- Stored data entries:
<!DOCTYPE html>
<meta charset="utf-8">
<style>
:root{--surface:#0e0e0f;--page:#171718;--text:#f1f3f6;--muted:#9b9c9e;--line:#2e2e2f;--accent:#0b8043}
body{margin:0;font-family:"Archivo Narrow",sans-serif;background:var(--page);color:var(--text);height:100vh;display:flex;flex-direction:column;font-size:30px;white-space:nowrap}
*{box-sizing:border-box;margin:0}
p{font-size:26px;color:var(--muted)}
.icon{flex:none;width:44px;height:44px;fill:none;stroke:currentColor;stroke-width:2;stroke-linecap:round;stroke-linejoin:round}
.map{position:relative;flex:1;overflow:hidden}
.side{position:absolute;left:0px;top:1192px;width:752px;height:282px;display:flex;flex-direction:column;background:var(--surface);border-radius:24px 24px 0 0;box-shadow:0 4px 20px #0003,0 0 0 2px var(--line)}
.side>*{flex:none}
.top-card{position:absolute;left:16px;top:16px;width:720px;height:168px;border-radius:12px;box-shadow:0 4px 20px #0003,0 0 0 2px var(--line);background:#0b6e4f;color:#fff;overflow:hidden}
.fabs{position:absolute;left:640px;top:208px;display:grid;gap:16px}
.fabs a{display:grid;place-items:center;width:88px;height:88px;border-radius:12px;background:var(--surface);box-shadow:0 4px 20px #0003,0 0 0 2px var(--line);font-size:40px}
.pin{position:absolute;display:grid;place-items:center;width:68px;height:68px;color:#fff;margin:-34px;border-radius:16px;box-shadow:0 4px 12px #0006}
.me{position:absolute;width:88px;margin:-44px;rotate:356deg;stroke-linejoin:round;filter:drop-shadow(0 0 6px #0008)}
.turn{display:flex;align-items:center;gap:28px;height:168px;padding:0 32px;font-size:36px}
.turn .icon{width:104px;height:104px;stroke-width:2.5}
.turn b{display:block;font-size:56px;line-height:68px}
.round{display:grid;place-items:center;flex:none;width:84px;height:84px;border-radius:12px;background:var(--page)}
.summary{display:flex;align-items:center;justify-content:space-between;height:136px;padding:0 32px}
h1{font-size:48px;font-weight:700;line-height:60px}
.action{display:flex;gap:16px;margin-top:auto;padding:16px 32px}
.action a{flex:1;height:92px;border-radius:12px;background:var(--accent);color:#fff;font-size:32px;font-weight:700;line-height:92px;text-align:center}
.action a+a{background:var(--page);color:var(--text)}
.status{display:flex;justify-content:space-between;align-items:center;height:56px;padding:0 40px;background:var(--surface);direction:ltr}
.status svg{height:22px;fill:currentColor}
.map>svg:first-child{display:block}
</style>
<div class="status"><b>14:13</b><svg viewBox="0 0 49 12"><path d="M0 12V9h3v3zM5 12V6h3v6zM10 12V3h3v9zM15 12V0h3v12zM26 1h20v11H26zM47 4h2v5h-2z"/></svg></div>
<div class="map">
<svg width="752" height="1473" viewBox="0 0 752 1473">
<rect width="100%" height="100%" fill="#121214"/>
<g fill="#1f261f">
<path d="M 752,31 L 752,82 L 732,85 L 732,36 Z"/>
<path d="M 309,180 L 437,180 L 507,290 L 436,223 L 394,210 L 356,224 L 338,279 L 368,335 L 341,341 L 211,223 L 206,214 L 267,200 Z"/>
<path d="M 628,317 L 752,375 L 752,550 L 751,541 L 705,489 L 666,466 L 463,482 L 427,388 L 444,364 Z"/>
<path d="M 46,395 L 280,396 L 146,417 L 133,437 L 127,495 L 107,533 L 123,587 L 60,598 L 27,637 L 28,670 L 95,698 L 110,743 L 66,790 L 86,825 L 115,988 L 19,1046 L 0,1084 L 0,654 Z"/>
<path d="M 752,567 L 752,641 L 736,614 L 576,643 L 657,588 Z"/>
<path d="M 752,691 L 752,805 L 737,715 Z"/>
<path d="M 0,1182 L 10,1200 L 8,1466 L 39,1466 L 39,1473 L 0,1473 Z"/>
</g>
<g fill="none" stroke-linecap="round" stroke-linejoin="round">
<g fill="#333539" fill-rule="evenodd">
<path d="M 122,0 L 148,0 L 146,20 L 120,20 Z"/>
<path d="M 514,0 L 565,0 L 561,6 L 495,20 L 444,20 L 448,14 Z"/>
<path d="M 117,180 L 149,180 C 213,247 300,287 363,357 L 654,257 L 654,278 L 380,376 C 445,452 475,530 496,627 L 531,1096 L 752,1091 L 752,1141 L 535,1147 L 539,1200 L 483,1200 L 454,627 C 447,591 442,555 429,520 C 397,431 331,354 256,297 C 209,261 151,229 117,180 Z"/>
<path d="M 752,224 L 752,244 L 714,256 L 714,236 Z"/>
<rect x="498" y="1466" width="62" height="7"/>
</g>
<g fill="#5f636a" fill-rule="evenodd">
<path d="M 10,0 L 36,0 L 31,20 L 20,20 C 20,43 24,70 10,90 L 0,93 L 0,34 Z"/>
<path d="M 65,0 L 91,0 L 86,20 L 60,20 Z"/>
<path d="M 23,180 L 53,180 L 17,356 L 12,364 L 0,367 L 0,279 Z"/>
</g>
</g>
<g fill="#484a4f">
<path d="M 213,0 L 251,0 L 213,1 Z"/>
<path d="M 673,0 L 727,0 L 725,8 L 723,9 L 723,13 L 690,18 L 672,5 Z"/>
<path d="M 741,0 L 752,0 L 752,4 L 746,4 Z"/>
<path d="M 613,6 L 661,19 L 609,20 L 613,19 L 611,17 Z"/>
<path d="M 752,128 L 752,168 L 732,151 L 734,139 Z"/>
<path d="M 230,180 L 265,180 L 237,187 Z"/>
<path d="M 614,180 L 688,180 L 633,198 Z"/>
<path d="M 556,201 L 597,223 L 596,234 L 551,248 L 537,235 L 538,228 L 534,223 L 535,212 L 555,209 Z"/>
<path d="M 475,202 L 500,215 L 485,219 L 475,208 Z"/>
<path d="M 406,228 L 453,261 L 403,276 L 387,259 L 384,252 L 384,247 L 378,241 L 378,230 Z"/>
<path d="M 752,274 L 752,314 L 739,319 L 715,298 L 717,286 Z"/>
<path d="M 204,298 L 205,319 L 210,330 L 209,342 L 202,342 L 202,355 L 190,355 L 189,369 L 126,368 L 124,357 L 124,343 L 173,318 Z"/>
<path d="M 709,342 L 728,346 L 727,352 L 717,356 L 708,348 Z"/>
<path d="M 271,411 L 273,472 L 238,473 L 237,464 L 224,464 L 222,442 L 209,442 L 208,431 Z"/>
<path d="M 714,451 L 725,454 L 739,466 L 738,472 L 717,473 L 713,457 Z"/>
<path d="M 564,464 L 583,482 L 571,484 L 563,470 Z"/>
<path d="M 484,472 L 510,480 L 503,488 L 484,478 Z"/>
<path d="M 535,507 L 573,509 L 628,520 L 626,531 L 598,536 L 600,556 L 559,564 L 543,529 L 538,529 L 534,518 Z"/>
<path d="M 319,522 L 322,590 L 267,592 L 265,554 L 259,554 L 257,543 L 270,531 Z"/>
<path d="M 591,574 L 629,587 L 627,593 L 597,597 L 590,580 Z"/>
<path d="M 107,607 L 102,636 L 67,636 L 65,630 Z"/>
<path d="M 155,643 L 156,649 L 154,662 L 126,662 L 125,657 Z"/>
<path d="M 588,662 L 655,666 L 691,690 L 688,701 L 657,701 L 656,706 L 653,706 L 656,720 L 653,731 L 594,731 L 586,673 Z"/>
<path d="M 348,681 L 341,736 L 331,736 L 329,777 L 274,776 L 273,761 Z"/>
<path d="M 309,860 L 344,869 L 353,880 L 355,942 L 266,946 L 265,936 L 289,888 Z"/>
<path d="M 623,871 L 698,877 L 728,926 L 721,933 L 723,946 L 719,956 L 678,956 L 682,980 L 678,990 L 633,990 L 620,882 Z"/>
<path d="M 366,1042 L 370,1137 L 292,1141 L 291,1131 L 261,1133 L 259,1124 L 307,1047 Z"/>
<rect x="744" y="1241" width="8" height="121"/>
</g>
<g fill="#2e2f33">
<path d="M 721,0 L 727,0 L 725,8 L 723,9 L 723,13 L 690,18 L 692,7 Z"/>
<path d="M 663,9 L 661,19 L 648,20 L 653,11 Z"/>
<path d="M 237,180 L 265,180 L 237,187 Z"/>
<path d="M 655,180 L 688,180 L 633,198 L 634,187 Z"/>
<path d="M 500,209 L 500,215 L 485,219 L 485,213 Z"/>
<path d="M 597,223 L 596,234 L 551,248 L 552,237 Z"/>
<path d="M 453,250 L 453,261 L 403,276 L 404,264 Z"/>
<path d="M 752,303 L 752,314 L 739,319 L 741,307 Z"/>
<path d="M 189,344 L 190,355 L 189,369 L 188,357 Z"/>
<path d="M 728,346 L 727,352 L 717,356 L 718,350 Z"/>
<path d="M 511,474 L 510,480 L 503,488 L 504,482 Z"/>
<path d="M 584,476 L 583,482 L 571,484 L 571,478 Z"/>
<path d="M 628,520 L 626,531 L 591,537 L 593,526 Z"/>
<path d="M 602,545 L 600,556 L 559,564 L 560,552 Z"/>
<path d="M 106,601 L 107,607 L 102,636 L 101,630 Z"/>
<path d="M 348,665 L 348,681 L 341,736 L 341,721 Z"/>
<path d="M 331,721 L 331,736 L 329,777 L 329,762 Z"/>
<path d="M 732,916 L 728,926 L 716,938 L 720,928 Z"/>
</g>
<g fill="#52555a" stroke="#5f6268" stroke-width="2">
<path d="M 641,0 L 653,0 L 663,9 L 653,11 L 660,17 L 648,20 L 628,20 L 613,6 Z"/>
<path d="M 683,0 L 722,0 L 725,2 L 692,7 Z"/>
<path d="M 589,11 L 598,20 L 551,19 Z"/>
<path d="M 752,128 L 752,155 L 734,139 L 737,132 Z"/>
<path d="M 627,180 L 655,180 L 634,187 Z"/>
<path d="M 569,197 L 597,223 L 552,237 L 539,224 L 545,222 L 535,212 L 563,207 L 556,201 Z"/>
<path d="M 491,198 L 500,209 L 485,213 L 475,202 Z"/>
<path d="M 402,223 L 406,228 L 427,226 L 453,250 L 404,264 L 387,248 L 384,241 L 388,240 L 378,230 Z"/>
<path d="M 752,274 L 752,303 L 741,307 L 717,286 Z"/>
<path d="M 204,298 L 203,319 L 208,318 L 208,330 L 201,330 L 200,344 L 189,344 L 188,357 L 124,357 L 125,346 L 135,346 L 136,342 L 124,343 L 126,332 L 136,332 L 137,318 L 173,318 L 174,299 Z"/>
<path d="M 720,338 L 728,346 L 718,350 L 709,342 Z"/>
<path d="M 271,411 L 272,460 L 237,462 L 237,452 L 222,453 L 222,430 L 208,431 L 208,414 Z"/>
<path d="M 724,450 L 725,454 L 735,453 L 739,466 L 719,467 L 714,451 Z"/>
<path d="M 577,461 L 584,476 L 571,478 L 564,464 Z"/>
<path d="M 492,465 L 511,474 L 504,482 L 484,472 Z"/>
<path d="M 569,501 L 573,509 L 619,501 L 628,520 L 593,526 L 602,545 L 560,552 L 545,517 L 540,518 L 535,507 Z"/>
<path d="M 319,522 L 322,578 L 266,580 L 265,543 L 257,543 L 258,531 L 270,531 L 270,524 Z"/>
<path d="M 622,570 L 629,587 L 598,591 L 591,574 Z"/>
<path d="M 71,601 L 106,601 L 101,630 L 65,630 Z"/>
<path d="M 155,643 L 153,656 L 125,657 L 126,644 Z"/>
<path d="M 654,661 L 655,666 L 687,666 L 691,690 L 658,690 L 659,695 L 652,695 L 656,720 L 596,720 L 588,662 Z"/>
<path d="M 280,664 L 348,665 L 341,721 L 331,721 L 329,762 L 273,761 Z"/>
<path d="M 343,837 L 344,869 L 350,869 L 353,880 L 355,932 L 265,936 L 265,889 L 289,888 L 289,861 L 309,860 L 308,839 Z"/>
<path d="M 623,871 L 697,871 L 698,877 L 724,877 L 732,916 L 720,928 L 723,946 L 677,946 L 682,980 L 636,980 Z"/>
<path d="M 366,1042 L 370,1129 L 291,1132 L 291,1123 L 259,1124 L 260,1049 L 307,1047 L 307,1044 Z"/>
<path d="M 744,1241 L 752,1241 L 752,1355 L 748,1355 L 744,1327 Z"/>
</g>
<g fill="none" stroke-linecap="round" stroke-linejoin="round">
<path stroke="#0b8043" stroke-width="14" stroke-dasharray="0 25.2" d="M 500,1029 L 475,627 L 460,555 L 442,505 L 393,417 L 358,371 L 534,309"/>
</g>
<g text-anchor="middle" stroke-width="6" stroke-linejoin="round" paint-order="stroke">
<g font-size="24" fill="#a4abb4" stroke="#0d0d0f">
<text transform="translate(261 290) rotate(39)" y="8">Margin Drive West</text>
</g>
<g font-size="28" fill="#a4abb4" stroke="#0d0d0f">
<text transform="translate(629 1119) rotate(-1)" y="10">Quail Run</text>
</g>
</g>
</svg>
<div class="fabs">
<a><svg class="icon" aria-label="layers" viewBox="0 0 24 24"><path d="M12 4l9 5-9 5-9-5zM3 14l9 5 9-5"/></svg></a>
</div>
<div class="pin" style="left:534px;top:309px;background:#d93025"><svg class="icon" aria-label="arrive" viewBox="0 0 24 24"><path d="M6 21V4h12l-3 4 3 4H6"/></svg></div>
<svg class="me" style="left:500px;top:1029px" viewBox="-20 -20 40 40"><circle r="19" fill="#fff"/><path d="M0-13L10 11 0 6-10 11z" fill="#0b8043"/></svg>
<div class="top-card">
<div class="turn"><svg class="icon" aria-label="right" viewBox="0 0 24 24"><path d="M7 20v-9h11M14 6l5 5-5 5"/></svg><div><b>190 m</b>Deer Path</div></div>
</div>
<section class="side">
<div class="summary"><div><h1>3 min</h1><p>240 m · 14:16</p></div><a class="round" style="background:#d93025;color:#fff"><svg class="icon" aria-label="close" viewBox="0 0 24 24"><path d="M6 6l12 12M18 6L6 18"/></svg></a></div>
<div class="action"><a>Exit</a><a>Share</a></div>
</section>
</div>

- EXERCISE GOAL: Search the data for the word "fabs" and report how many lines include it, with the number alone.

- SOLUTION TO THIS PROBLEM: 3